Los empresarios descargan los costos de las reiteradas expulsiones sobre los hombros de los asalariados, quienes son alentados a enfrentarse con sus hermanos campesinos. El gobierno de Evo Morales, en nombre de la colaboración con la minería privada y las transnacionales, deja correr el saqueo de los recursos naturales y los irreversibles daños ambiéntales, facilitados por la ausencia de controles y la complicidad de autoridades estatales. Así, el ministro de minas Echazú, declaró a la prensa que los documentos obtenidos por los comunarios "no tenían validez alguna" y que el "proceso de concesiones mineras iba a continuar", sin importar el daño en las comunidades indígenas ni tampoco las condiciones en las que se ven obligados a trabajar los asalariados.

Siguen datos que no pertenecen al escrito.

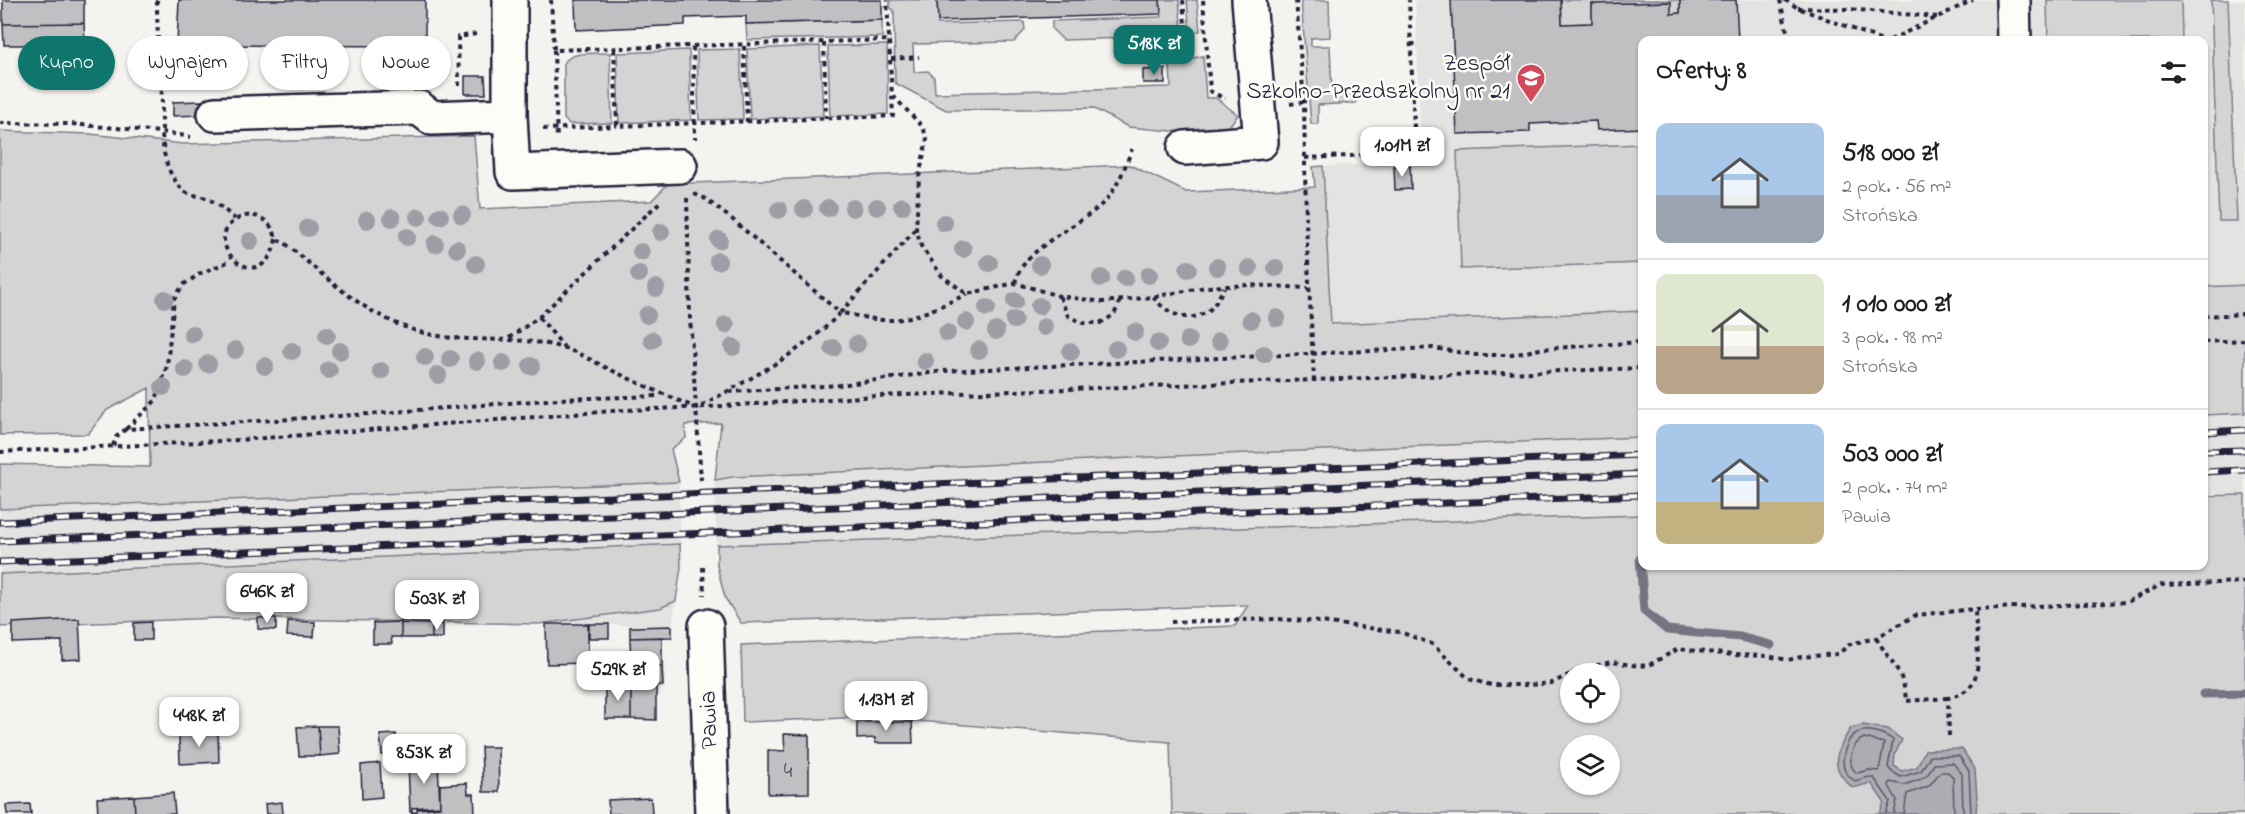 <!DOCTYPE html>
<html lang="pl">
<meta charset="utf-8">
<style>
:root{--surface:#fff;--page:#f2f2f2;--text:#202124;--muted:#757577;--line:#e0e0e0;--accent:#0f766e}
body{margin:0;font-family:"Indie Flower",sans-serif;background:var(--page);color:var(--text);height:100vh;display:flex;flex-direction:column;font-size:22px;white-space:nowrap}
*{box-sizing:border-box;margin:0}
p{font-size:20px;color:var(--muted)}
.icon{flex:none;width:33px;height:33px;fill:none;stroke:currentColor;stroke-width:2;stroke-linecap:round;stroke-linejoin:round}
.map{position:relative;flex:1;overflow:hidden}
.sheet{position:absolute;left:1638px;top:36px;width:570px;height:534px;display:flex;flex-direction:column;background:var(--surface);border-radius:12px;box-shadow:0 2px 4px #0004}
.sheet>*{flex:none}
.hud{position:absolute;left:18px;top:36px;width:570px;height:54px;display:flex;gap:12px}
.controls{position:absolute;left:1560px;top:663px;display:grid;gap:12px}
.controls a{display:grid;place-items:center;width:60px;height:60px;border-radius:50%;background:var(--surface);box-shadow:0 2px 4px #0004;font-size:30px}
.price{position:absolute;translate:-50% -51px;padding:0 14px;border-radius:12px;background:#fff;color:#222;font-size:20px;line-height:39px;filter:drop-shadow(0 2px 3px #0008)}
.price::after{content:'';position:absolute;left:50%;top:36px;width:18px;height:14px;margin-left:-9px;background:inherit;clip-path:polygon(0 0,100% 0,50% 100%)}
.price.active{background:var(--accent);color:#fff}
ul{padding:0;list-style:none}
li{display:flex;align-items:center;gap:18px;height:150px;padding:0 18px}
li+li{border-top:2px solid var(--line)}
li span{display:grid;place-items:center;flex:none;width:168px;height:120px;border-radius:12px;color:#555}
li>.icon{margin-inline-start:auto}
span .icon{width:72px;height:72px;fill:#fffc;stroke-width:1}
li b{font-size:26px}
h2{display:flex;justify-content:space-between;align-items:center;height:72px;padding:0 18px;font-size:26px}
.chip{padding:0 21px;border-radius:27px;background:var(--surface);box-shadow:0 2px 4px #0004;font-size:21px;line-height:54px}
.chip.active{background:var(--accent);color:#fff}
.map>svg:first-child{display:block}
.built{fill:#e4e3e2}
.green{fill:#d5d4d5;stroke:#7c7b88;stroke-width:1.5;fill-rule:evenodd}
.water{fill:#acacb2;stroke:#757582;stroke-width:1.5}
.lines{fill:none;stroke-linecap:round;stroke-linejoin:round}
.shore{stroke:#59596b;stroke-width:1.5}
.stream{stroke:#757582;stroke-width:9}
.building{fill:#c0bfc2;stroke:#22223b;stroke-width:1.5}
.minor-casing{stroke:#22223b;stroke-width:38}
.path{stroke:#22223b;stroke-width:4;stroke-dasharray:4.5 4.5;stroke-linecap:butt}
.minor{stroke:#fdfcf7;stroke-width:33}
.rail-casing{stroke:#22223b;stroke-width:7}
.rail{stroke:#fdfcf7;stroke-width:4.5;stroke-dasharray:14;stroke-linecap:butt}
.tree{fill:#9e9da5}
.labels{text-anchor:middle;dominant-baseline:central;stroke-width:5;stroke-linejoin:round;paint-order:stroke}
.number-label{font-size:21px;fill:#4a495d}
.poi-label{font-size:24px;fill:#22223b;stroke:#fdfcf7;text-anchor:end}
.street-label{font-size:24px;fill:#22223b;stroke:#fdfcf7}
</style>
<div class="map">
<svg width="2245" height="814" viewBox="0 0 2245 814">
<rect width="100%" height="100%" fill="#f4f3ef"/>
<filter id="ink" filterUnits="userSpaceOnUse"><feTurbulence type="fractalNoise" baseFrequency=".0167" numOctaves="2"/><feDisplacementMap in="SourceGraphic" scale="12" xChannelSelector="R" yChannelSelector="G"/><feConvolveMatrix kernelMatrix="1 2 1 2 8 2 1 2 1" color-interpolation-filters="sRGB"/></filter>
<g filter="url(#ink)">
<path class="built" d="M1415,0H2245V285L2204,287V40H1642V311L1331,324L1323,166L1422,162Z
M2245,354V550L2204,554V356Z
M1642,380V566L1248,604L741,623L725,598L717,566L715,480L722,423Z
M686,438L671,449L679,482L681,567L672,626L216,618L0,627V464L150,468Z"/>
<path class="green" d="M890,0H937L938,24L1024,22L1025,30L1014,42L913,44L914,72L928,71L934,77L935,93L1171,87L1170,63L1203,56L1206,98H1216L1238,115L1229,126L1222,130L1184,132L1128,127L1093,108L946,110L895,83L894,11L890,7Z
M1160,0H1179L1182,34L1162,37L1063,40L1052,29V21L1162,17Z
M1187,0H1197L1200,31L1190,33Z
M1301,0H1329L1330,37L1311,38V46H1330L1332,95H1353L1357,99L1356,103L1318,105V124H1311Z
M1561,0H1680V13L1671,14L1670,2L1592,4V23L1562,24Z
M2047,0H2181L2182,40H2048Z
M2211,0H2228L2237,221H2219Z
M882,20V37L747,40L746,24Z
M887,45L888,114L830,116L828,46Z
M820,46L823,116L750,119L747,49Z
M740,49L743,119L699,120L697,50Z
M689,50L691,120L619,123L617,53Z
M610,53L612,123L569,124L564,119V63C572,50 596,54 610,53Z
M0,131L90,134L183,144L474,136L480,209L651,201L668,184L1130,165L1186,192L1315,187L1313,167L1323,166L1331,324L1642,311V437L1174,456L732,477L715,480L721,423L685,425L686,438L671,449L679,482L0,509V464L150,467L149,388L107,410L88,434L0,435Z
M1642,144V263L1461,269L1457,151Z
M2245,285V413L2204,415V287Z
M2245,495V814H1172L1170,742L870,717L743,722L741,645L1235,626L1248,605L741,623L725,598L717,566V545L1642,515V566H2204V496ZM1570,674H1610V712H1570ZM1570,746H1610V784H1570Z
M680,544L681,567L676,601L660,608L538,624L216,618L0,627V574Z"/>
<path class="water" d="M1863,725L1888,729L1902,740L1895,754L1894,766L1902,771L1917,767L1925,750L1962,749L1975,769L1977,798L1976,814H1880L1884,802L1871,783L1853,788C1828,767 1835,753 1851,728Z"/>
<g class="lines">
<path class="shore" d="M1864,738L1884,743L1879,771L1869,770L1857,773C1845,764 1852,743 1864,738Z
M1886,814L1890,801L1874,778L1869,777L1855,781C1851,778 1847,775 1845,771C1840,760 1846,738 1857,733C1867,727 1885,734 1893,740L1888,767L1891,771L1901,777L1921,771L1930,756H1959L1969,771L1971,814
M1894,814L1897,800L1889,786L1890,782L1904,785L1921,779L1928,774L1934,764L1953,763L1962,774L1963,814
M1904,814L1907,794L1929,786L1940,772H1948L1953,777L1954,814"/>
<path class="stream" d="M1640,559L1644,611L1667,630L1740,637L1771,645
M2203,694L2245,693"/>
</g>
<path class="building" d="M3,0H84V23L3,24Z
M179,0H425V46L177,45Z
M575,0H882V20L746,24V16L685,18V25L576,30Z
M937,0H1160L1161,14L938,21Z
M1451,0H1561L1562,24L1592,23V4L1671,2V14L1680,13V0H1736L1738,40H1642V128L1597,130L1596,121L1530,124V132L1457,134Z
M84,23L85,45H4L3,24Z
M1165,69V83H1143V70Z
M465,76H485L486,94H465Z
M201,101V115L173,116V102Z
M1394,166H1410L1411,189L1395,190Z
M258,618H276V630L258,629Z
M79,619L81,659L62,660V641L13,643V623Z
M288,621L315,622L314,637L287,636Z
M151,622V640H134V623Z
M373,623L401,622V637H391L392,644H373Z
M401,623L432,624V638H401Z
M432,624H443V638H432Z
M546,624H588V663L547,664Z
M589,624H609V638H589Z
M672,626V637L630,638V627Z
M662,637V666H631L630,638Z
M631,666H662L663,686L631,685Z
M631,685H656V720L631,719Z
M631,685V719H605V686Z
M857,722H912L913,743H875V738L857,739Z
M318,726L320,756H299L297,727Z
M318,726H338L340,754L320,756Z
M218,733L219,762L180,764L179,735Z
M396,734L397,754L382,755L380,735Z
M784,734L809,735V793L768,794V750L785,751Z
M481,747H498L499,792H483Z
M438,762L440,806L412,808V812H410L408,763Z
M380,763L382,797L362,799L361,765Z
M467,783L468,794H474L475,814H412V812H417V809L440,807V785Z
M173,793L175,814H135L134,796Z
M134,796L135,814H98L97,798Z
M651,798L652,814H609L608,800Z
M282,802L283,814H266L265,804Z
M30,804L31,814H7L6,805Z"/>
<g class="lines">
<g class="minor-casing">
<path id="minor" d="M510,0V115L513,172L680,166
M2013,0L2014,40
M215,114L419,108L432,118L510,115
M1185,148L1261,142L1249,0
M706,626L712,814"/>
</g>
<path class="path" d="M157,0C157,28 159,55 161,82C165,120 153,161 184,191C190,196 199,195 206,198C216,202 227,212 235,219
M551,0L554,50L891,40
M1183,0L1187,47
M1203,0L1210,91L1225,99
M1296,0L1304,102L1306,223L1314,381
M1780,0L1789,40
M1785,0L1798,8L1882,40
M1798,8L1848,9L1937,17
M1890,40L1973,0
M824,43L826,118
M1411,44H1417
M744,46L747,122
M693,47L695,139
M614,49L617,126L893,116L887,0
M554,50L557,140
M891,59L919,57
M459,86L458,37L476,34
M893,96L923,127L927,139L919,177L916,229L921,246L942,276L967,294L1015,283L1059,296L1103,302L1153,297L1206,287L1249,285L1308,288
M1290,104L1304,102
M0,123L71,124L161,132L191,137
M543,129L617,126
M1305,158L1415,153L1409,0
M694,194L704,198L733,220L840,313L916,229
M687,198L690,318L701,480
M276,239C263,306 191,236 242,217C258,211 273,223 276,239L286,244C336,285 377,328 445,337C485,342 525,336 563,348C579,352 594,362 609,369C638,383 667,396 697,408C744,382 804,352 840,313C857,315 874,321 892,320C918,318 943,305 967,294
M1015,283C1022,249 1075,228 1100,206C1117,191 1124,169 1132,149
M1060,297L1068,316L1083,323H1100L1114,315L1120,301
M1153,297C1166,313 1188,325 1208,311C1215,306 1220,295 1224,287
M2204,316L2245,314
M539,317L564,347
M509,338L539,317L661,201
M2204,342L2245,340
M729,392L840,385L944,371L1433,348L1476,355H1512L1540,349L1642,342
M126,429L156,400L167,366L174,299L183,285L201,273L230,261
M113,446L116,437L126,429L356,415L559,399L660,396
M0,452L239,440L625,410L708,407L877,396L1642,368
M703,567L704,595
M1171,622L1278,619L1321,622L1400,632L1432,644L1469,679L1491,685H1529L1552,683L1570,674
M1876,638C1891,663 1904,670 1906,701L1948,698
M1571,674L1580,669L1612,662L1639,666L1649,665L1678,649L1733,655L1767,656L1788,660L1801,657L1838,654L1850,644L1876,638L1916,615L1975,609L2127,602L2161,585L2245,582
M1949,736L1948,698C1958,695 1970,691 1974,680C1982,663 1975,628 1975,609"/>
<use href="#minor" class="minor"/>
<g class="rail-casing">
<path id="rail" d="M2204,432L2245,430
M2204,451L2245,450
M2204,472L2245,470
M0,522L1642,455
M0,541L1642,474
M0,562L1642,495"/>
</g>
<use href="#rail" class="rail"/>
</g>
<g class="tree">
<circle cx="902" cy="206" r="9"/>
<circle cx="877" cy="207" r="9"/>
<circle cx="828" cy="208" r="9"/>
<circle cx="853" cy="208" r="9"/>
<circle cx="804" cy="209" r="9"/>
<circle cx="779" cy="210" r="9"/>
<circle cx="462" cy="215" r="9"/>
<circle cx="440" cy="216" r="9"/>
<circle cx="418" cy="217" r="9"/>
<circle cx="392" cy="218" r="9"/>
<circle cx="367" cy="220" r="9"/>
<circle cx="944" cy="223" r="9"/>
<circle cx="308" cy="228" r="9"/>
<circle cx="661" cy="232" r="9"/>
<circle cx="407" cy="237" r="9"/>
<circle cx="719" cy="240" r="9"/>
<circle cx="250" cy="241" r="9"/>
<circle cx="435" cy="244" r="9"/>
<circle cx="457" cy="249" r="9"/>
<circle cx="963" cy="249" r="9"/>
<circle cx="641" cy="252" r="9"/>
<circle cx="718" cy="261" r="9"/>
<circle cx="989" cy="263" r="9"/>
<circle cx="476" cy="264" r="9"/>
<circle cx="1040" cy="265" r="9"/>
<circle cx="1217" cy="267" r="9"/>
<circle cx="1249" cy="268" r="9"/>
<circle cx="1276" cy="268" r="9"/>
<circle cx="1188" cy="269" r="9"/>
<circle cx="639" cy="274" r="9"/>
<circle cx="1149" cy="275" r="9"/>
<circle cx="1101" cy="278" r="9"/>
<circle cx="1125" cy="278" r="9"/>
<circle cx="656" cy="288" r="9"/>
<circle cx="165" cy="299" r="9"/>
<circle cx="1015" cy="301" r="9"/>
<circle cx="1039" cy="306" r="9"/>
<circle cx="987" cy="308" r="9"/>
<circle cx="647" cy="315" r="9"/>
<circle cx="1277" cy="318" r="9"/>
<circle cx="1014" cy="320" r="9"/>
<circle cx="1251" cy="320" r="9"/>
<circle cx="966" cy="322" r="9"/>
<circle cx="726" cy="325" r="9"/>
<circle cx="1044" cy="327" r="9"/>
<circle cx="996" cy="331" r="9"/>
<circle cx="1135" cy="332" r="9"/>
<circle cx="947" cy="333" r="9"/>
<circle cx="192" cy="334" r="9"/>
<circle cx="327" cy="335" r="9"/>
<circle cx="652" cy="340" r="9"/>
<circle cx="1188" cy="340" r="9"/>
<circle cx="1219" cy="341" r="9"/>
<circle cx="1158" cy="343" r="9"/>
<circle cx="857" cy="344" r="9"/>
<circle cx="733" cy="347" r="9"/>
<circle cx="833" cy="348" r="9"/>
<circle cx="1116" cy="349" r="9"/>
<circle cx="235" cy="350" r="9"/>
<circle cx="979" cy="350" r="9"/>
<circle cx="292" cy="351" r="9"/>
<circle cx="340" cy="351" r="9"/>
<circle cx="1071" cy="352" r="9"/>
<circle cx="1264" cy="354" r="9"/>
<circle cx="425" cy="357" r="9"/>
<circle cx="450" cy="359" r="9"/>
<circle cx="477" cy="361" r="9"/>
<circle cx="925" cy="361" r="9"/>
<circle cx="503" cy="363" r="9"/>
<circle cx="208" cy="364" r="9"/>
<circle cx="265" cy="366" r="9"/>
<circle cx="531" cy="366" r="9"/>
<circle cx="185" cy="369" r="9"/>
<circle cx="329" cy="370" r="9"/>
<circle cx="381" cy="371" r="9"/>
<circle cx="438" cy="375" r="9"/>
<circle cx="163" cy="387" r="9"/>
</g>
</g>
<defs>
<g id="school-pin" transform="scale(1.5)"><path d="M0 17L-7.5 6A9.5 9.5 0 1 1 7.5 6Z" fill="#d1495b" stroke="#fdfcf7"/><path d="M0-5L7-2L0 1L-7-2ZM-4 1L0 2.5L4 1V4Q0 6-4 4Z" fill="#fff"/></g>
</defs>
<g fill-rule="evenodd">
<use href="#school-pin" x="1531" y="78"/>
</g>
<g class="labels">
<g class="number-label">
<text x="788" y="772">4</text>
</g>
<g class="poi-label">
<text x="1510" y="64">Zespół<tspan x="1510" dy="28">Szkolno-Przedszkolny nr 21</tspan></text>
</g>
<g class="street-label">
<text transform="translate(710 720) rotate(-92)">Pawia</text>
</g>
</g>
</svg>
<div class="controls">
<a><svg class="icon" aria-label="locate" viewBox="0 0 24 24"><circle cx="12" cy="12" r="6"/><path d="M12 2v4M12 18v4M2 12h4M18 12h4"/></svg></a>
<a><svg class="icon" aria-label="layers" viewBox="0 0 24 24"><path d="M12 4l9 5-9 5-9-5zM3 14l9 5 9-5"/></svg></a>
</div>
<b class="price active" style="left:1154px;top:76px">518K zł</b>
<b class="price" style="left:1402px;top:178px">1.01M zł</b>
<b class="price" style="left:267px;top:624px">646K zł</b>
<b class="price" style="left:437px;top:631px">503K zł</b>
<b class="price" style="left:618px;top:702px">529K zł</b>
<b class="price" style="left:886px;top:732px">1.13M zł</b>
<b class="price" style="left:199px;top:748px">448K zł</b>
<b class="price" style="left:424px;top:785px">853K zł</b>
<div class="hud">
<a class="chip active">Kupno</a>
<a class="chip">Wynajem</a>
<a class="chip">Filtry</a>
<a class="chip">Nowe</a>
</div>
<section class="sheet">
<h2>Oferty: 8<svg class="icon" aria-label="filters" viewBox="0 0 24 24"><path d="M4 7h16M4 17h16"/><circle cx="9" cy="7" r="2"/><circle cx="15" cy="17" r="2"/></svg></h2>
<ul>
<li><span style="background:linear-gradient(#a9c7e8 60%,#9aa5b1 0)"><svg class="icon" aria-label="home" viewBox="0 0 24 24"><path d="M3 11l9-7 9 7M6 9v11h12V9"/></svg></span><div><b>518 000 zł</b><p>2 pok. · 56 m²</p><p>Strońska</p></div></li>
<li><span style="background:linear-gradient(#dfe7d0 60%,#b9a48a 0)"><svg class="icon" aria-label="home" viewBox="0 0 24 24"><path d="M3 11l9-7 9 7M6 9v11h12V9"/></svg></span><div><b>1 010 000 zł</b><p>3 pok. · 98 m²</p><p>Strońska</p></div></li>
<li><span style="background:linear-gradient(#a9c7e8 65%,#c2b280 0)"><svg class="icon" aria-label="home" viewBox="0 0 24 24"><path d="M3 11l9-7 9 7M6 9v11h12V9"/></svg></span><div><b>503 000 zł</b><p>2 pok. · 74 m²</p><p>Pawia</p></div></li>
</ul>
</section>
</div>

Debemos terminar con esta situación. Es necesario plantear claramente que el enemigo son las trasnacionales y empresas privadas. La FSTMB debe exigir la nacionalización inmediata y sin inde-minización de todos estos yacimientos y convocar a las organizaciones sindicales y tradicionales de las comunidades de las zonas afectadas para que, junto al control obrero colectivo al interior de las empresas, pueda ejercerse un control de los pueblos originarios sobre las condiciones ambientales, así como la participación directa en las utilidades de la explotación minera. Solo con una gran alianza obrera, campesina y popular se podrá resolver el problema del trabajo y de las condiciones de vida de los pueblos originarios de las regiones afectadas.

Huelga de 7 días y toma en San Vicente

LA TRANSNACIONAL canadiense Panamerican Silver inauguró el 28 de abril la fase de producción de la Mina San Vicente (plata, zinc), a unos 120 kms. de Uyuni.. Lo que seguramente no esperaban era que sólo un día después, los cerca de 300 trabajadores de la empresa se declararan en paro, tomaran las instalaciones bajo su control y retuvieran a los ejecutivos, reclamando la renuncia de los gerentes, el cese de los abusos, el respeto a la actividad sindical y la mejora en las condiciones laborales.
La medida duró 7 días y finalmente se firmó un compromiso que, entre otros puntos, acepta el retiro del gerente ejecutivo Robert Dwiag y el gerente administrativo José Candia.

Este conflicto se suma a los ocurridos desde inicios de año en Sinchi Wayra, San Cristóbal y San Bartolomé, para mostrar que ante los intentos de las transnacionales de aumentar la explota-ción obrera con el pretexto de la baja en los precios de minerales, comienza a haber resistencia en las grandes minas privadas, recurriendo a métodos de lucha como la toma de minas que señalan el camino para enfrentar los ataques empresariales.

Huanuni

Convertir el Control Social en Control Obrero Colectivo
EL 26 DE MAYO se llevó a cabo una asamblea general de trabajadores de la Empresa Minera Huanuni, ante la decisión del gobierno de congelar en un máximo de 4% el bono de producción y ante la gravedad de los hechos de corrupción y malos manejos en las adquisiciones de maquinaria e insumos, por parte de la administración. En esta asamblea se llamó severamente al orden a los integrantes de “control social” debido a que en las últimas semanas se abrían adquirido compresores para interior mina, que no solo les faltaba la memoria sino accesorios importantes para su buen funcionamiento. Un mes atrás ya los trabajadores mineros habían reclamado debido a que la EMH adquirió brocas que no servían para el duro trabajo de perforista, con la consiguiente pérdida de tiempo, productividad y finalmente afectando los intereses de los trabajadores. Ante estos problemas típicos de una administración burocrática que empieza a reproducir los vicios y corrupción de la antigua COMIBOL, los trabajadores debemos llevar adelante la profundización radical del control social, convirtiéndolo en un genuino control obrero colectivo. Más aun, es necesario avanzar a la administración obrera directa de la empresa, única forma de combatir la corrupción mediante la participación activa de todos los trabajadores en las decisiones de la empresa.